Die zentralen Rollen bieten Hausmannskost. Der weißrussische Bariton Vladislav Sulimsky verfügt über ordentliches und gut geführtes Material. Aber er singt von Anfang bis Ende geradeheraus, was kaum zu dieser eher gebrochenen Figur passt. Nuancen sind Sulimskys Sache nicht, und man kann schwerlich behaupten, dass er den Aufstieg und Fall des schottischen Feldherrn irgendwie gestalten würde. Sowohl die Arie im letzten Akt wie auch die vor dem Chorfinale eingeschobene Szene aus der Urfassung hat man schon erheblich schwärzer und bösartiger gehört.
Ähnliches gilt für den wackeren Tareq Nazmi als Banco und Asmik Grigorian als Lady. Die vom Publikum ekstatisch geliebte Salzburg-Diva meidet sonst nicht ganz zufällig italienisches Repertoire: Es liegt ihr nicht. Das eher scharfe Timbre mag zwar zur Lady passen. Aber sie lässt keinerlei Intensität entstehen, weil sie mit den Koloraturen eher wenig anfangen kann und keine eigenen Farben für das Böse und Gebrochene der Figur findet. An berühmte Vorgängerinnen oder Kolleginnen in dieser Rolle sollte man auch nicht denken.

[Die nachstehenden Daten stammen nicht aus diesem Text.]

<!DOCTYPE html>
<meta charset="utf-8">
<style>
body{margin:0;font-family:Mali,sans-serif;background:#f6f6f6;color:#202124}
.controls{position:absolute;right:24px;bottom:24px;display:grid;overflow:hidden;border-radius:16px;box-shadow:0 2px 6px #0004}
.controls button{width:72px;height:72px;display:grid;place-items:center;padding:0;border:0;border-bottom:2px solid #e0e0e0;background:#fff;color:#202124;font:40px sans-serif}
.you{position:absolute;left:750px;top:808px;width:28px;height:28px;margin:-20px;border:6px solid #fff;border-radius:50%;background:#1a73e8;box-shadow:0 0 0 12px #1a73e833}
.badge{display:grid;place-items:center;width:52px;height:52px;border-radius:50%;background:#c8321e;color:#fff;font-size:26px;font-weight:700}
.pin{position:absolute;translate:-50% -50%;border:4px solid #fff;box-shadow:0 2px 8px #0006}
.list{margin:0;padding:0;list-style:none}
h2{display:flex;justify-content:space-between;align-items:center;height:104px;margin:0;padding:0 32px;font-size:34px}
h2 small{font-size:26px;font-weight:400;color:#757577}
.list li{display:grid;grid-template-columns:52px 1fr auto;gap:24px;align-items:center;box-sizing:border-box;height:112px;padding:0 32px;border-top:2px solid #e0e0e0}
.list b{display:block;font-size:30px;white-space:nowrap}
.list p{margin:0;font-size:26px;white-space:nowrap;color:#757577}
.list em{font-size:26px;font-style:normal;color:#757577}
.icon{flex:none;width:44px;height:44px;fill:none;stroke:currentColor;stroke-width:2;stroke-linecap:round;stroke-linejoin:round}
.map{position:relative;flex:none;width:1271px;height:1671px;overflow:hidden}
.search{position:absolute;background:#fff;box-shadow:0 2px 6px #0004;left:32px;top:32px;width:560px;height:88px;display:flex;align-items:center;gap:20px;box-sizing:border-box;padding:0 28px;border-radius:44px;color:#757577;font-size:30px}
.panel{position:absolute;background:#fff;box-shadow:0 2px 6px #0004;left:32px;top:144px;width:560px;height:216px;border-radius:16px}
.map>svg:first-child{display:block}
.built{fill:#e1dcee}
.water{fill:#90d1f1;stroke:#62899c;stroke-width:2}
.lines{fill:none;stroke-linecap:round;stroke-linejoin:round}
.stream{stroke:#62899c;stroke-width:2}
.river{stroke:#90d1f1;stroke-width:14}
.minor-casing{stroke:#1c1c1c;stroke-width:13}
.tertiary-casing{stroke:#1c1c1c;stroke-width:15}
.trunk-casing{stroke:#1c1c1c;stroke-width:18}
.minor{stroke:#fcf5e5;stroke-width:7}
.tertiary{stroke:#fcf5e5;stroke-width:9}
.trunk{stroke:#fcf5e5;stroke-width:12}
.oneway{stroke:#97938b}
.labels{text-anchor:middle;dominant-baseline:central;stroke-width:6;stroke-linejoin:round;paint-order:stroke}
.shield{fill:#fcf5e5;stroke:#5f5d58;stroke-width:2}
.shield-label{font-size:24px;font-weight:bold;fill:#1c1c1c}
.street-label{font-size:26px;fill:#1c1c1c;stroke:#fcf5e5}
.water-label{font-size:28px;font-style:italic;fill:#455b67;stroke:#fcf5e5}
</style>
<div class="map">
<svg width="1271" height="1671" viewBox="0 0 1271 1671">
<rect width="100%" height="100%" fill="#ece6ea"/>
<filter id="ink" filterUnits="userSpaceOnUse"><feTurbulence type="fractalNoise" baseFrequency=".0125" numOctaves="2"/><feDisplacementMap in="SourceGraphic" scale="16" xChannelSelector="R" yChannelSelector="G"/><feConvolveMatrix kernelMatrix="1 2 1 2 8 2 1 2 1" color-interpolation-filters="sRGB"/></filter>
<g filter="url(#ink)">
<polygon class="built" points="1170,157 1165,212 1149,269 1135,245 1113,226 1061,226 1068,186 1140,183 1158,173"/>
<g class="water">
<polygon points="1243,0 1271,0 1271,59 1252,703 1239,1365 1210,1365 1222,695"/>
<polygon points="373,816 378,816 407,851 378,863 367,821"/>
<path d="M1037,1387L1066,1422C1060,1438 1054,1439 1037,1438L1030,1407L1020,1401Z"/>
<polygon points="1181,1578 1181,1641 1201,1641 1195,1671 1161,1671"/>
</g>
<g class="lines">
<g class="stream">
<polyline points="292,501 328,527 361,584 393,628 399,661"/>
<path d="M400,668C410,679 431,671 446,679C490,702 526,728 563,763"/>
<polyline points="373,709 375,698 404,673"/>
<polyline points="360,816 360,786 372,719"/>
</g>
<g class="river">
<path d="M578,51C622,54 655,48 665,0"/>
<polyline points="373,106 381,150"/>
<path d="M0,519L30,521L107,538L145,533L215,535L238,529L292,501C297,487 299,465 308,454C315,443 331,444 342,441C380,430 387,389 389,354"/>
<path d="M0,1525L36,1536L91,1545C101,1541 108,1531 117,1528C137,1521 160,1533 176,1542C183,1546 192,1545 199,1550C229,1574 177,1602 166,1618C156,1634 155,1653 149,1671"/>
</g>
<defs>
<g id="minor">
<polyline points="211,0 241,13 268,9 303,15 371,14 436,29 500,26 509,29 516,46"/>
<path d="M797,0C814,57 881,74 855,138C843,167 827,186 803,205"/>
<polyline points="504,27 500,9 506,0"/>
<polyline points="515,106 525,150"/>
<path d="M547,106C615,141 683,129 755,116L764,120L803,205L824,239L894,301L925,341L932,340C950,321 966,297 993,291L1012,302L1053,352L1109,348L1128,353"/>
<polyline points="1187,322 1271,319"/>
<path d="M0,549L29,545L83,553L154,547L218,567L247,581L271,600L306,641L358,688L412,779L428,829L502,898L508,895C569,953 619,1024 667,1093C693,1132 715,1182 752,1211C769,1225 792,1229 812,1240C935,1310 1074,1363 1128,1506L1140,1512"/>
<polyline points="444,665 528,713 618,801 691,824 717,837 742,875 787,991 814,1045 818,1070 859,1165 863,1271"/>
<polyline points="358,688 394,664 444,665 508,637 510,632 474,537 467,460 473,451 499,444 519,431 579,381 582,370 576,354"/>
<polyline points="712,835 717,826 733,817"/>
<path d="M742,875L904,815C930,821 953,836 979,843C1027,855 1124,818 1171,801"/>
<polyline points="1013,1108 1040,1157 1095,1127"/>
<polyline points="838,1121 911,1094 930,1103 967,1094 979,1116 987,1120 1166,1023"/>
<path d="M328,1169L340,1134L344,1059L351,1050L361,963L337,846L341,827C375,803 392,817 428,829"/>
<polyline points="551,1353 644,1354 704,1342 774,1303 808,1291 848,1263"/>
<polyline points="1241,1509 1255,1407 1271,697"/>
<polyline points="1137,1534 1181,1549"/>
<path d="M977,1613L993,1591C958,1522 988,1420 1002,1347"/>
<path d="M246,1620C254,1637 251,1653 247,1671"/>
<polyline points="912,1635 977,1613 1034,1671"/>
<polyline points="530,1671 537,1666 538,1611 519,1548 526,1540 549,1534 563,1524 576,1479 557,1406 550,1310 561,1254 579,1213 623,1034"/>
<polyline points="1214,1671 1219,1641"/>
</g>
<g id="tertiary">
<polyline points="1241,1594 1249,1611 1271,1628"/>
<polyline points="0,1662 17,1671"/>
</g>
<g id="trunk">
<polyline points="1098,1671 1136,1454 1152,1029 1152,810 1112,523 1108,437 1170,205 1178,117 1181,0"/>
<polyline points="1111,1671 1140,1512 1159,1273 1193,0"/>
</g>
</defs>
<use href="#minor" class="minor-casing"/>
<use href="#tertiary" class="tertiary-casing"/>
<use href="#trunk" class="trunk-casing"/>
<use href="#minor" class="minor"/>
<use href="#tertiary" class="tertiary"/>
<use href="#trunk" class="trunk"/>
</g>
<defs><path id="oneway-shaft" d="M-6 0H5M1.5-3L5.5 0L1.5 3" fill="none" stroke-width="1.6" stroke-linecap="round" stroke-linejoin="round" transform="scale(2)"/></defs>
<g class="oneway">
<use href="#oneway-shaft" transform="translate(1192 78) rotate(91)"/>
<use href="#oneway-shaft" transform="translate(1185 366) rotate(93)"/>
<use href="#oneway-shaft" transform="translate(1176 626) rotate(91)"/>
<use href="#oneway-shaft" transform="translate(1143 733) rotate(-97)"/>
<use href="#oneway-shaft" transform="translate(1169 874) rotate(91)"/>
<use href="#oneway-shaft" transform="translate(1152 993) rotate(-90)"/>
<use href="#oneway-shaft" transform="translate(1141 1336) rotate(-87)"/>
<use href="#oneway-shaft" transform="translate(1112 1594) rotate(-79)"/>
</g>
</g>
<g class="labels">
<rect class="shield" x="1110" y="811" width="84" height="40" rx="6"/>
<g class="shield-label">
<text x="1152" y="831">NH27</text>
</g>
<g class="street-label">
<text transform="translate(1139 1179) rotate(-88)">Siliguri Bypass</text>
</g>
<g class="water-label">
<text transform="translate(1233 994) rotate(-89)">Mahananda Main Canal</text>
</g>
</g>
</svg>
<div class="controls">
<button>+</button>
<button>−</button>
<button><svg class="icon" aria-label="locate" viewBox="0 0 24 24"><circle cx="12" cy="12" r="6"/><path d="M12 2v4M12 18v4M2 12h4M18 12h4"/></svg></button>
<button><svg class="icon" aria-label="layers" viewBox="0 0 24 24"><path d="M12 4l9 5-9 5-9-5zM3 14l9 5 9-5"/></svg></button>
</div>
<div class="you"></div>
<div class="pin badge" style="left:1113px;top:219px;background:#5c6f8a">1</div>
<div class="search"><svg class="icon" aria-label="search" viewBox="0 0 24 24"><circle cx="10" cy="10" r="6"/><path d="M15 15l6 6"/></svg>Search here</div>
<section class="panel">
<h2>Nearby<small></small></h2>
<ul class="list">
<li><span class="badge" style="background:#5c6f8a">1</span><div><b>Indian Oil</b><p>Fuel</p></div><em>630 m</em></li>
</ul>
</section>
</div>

Lange drängt sich auch die Frage auf, was die Intendanten zwischen München und Salzburg eigentlich an Krzysztof Warlikowski so toll finden. Immerhin hat der Regisseur seine Brüsseler Inszenierung des Jahres 2010 nicht nur wiederholt, sondern weiterentwickelt. Aber muss wirklich zum 1000-sten Mal die küchenpsychologische These aufgetischt werden, die Machtgier der Lady wäre primär eine Kompensation ihrer Kinderlosigkeit?
Wir sehen sie am Beginn beim Gynäkologen. Überall sind Kinder am Werk, lebend, tot oder als achtfache Erscheinung des ermordeten Banco. Und wer das alles nicht gleich versteht, dem wird zur Pause als Großprojektion ein Baby auf einem Brokkoli-Bett serviert.
Nicht schlecht ist immerhin die kalte Mechanik, mit der im ersten Finale der tote Duncan betrauert und Macbeth als König installiert wird. Sulimsky und Grigorian können den psychischen Zusammenbruch des Macht-Paares zwar leider musikalisch nicht gestalten, aber Warlikowski setzt ihn dafür mit Spritzen und einem Rollstuhl drastisch ins Bild. Im Schlussbild endet das Paar trostlos wie Elena und Nicolae Ceausescu vor Gericht. Da erregen sie fast ein wenig Mitleid, das auch der Musik nicht ganz fremd ist.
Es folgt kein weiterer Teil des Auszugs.